Heather Havrilesky may be writing in this article about a show on the Science Fiction Channel, but her opening paragraphs speak to the idea that privacy is dead, a current cultural phenomenon (accepted as gospel) that is, I believe, really really bad.
“Mystery is a dying art. Holding on to your secrets during the digital revolution feels as antiquated and prudish as holding on to your virginity during the sexual revolution.
Not only is trying to keep your personal life private nearly impossible, but the whole concept of being a "private person" is patently outdated. What does it even mean? Not mentioning your tubal ligation on your Facebook page? Not tweeting about your disintegrating marriage?
Nothing is confidential anymore; those who'd like to pretend otherwise are greeted with suspicion and raised hackles. In an age when "community building" seems indelibly linked to casting your secrets into an unfathomable digital void, self-censorship can strike people as downright unneighborly. Information wants to be free, and no doubt about it, it's prepared to break your kneecaps and make a run for it if necessary.”

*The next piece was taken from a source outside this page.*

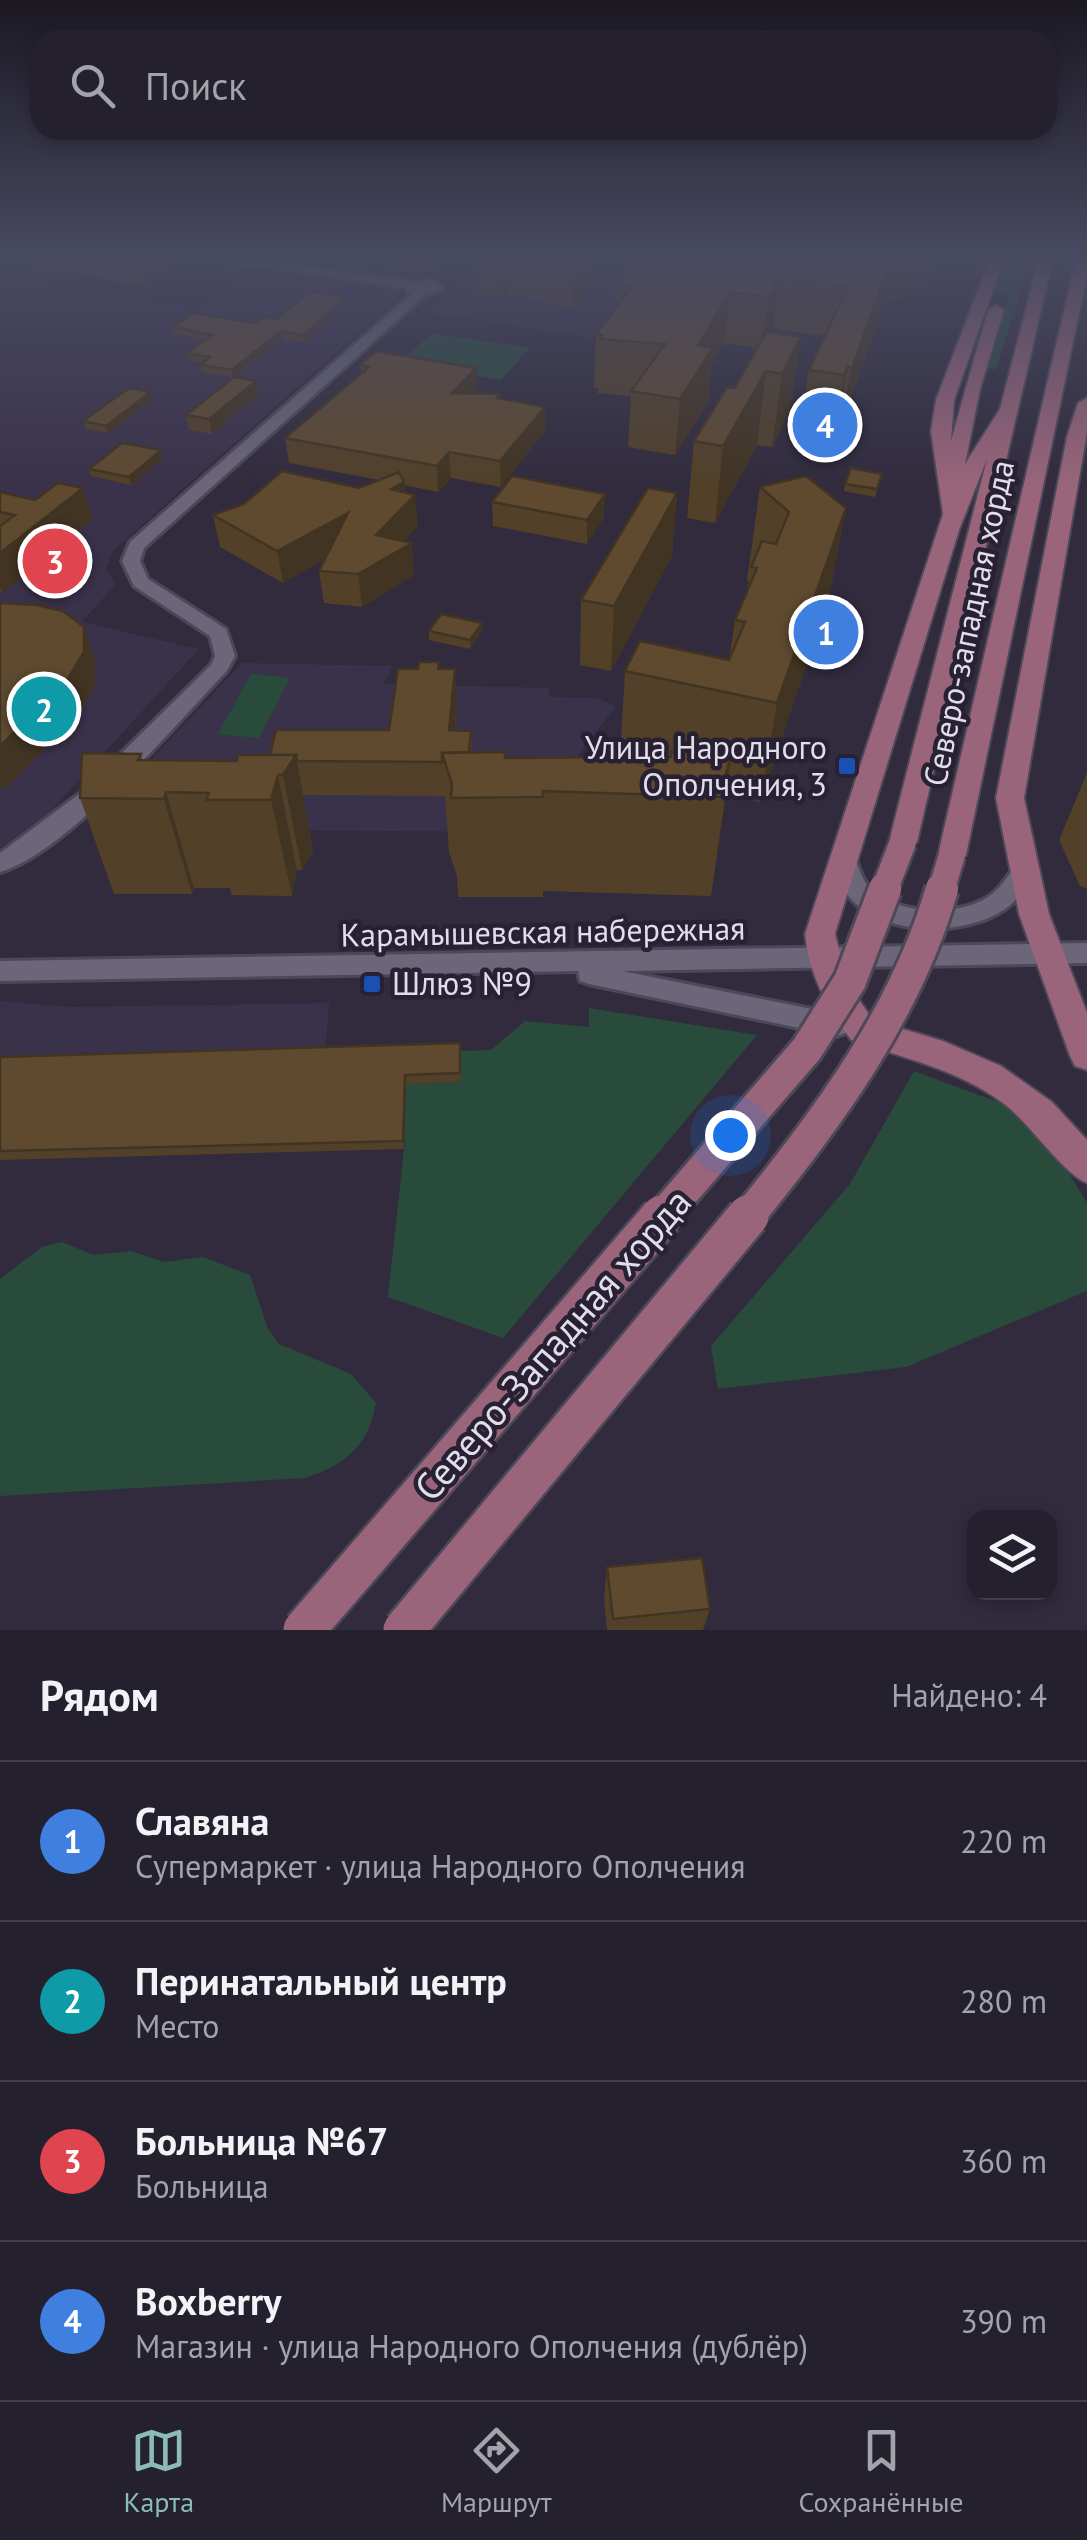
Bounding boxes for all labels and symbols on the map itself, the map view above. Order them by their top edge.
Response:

First, the obvious flaw with the analogy (and its not a bad one) as an argument in favor of giving up your privacy is that there are many people who either died of AIDS or live with HIV who wish they had remained virgins during the sexual revolution. There are probably a whole slew of others who wish they had (or had not) participated in the sexual revolution for a variety of reasons. Merely having a trend is not a reason to conform to it. Following lemmings off a cliff, no matter how many there are is not a recipe for success or survival.
Second, isn’t privacy to be valued? Does the Big Brother of the social networking universe need to know everything? Should everyone know everything? Does this breed responsibility or just fear? The problem with the cacophony of the Internet is that people might not speak for fear that what they say might not be popular. They might not do for fear that what they do might not be favored by the loudest and most vocal. Yet it is those who speak up, who do not fear to say the emporer has no clothes, who insist the earth is round and it revolves around the sun who may be drowned out by the masses and the lack of privacy.
As history would have it, those who berated and despised privacy, those who argued that your private thoughts and actions should be exposed (possibly to ridicule), those who live by the phrase “if you have done nothing wrong, you have nothing to fear,” are not exactly those whom I would characterize as the “good guys.” Nazi Germany, Stalin’s Soviet Union, the Inquisition, Senator Joseph McCarthy, to name a few of the rogues gallery.
The mob does not like privacy. Lemmings do not like privacy. For now, I will try to keep what I have and fight for people’s rights to have theirs.